Problem details ->
Could you copy out all the lines in the material below where the word "Cosmetology" occurs?
START Input data
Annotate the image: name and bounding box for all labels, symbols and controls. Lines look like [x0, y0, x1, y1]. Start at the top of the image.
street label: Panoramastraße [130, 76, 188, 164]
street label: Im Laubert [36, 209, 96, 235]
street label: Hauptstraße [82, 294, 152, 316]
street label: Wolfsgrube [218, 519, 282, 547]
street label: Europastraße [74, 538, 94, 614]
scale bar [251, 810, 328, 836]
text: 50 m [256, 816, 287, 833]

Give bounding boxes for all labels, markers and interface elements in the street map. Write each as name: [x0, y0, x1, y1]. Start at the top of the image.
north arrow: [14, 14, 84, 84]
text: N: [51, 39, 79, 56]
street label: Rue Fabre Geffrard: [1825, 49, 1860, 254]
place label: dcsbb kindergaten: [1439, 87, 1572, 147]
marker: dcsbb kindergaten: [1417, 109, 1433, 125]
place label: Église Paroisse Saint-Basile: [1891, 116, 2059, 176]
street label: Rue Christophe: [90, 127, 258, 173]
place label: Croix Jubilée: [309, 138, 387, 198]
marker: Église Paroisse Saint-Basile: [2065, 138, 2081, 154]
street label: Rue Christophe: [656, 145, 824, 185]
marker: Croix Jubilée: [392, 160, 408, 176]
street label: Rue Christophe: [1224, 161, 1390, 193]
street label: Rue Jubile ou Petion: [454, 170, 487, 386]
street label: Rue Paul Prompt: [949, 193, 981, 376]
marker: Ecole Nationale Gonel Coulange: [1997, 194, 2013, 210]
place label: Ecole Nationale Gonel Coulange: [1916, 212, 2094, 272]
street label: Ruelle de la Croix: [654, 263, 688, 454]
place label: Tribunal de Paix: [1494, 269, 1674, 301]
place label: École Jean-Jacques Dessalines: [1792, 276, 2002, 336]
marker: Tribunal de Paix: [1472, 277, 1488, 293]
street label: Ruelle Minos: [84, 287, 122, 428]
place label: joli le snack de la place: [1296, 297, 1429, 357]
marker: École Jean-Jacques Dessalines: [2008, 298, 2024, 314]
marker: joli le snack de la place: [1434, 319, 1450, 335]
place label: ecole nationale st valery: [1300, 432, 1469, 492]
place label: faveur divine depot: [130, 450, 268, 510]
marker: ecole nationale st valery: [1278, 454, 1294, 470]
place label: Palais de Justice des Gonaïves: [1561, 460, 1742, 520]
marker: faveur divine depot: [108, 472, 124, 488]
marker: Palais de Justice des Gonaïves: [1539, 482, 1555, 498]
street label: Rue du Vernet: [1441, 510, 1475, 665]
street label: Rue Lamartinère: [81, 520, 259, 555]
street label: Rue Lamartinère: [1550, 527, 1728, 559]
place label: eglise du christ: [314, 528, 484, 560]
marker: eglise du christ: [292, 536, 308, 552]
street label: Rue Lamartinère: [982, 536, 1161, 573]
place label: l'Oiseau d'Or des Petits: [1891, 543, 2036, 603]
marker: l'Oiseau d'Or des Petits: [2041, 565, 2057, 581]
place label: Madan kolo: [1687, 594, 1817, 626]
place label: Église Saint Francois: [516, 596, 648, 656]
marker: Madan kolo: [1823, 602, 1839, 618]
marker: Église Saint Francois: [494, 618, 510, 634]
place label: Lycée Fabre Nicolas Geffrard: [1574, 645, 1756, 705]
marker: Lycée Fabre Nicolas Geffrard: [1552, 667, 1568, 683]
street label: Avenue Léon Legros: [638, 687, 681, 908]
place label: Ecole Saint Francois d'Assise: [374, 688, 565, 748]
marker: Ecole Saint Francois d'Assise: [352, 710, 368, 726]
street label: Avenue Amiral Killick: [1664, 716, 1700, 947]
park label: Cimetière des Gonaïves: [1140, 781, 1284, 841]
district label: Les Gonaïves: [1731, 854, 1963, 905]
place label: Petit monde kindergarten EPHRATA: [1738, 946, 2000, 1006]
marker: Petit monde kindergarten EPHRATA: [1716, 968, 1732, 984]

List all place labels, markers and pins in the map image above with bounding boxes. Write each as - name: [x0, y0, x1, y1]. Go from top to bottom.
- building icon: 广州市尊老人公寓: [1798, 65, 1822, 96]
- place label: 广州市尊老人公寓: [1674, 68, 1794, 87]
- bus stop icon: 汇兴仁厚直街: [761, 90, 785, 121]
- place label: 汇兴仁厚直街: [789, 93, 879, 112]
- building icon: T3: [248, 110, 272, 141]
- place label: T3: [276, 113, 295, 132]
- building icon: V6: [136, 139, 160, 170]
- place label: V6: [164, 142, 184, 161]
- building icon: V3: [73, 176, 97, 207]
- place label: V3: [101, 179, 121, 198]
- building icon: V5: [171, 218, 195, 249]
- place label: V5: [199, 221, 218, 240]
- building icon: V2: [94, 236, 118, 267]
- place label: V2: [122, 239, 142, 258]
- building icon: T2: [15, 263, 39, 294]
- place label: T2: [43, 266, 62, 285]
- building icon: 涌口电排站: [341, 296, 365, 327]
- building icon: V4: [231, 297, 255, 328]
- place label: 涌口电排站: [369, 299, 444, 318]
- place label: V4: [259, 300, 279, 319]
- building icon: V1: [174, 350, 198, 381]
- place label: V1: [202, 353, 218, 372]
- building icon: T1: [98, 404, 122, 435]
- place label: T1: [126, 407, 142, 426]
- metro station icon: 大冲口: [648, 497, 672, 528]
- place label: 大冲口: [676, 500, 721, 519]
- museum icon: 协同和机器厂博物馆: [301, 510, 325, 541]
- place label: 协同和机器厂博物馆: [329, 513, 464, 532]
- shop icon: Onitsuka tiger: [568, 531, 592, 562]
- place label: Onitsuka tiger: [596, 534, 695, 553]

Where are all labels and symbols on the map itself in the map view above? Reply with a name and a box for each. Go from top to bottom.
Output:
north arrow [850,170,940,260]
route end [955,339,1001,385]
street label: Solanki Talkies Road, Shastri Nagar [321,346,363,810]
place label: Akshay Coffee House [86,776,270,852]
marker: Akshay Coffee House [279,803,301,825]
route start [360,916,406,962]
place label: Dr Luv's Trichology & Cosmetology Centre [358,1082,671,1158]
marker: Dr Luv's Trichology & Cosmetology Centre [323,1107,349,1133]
END Input data
Exercise result ->
place label: Dr Luv's Trichology & Cosmetology Centre [358,1082,671,1158]
marker: Dr Luv's Trichology & Cosmetology Centre [323,1107,349,1133]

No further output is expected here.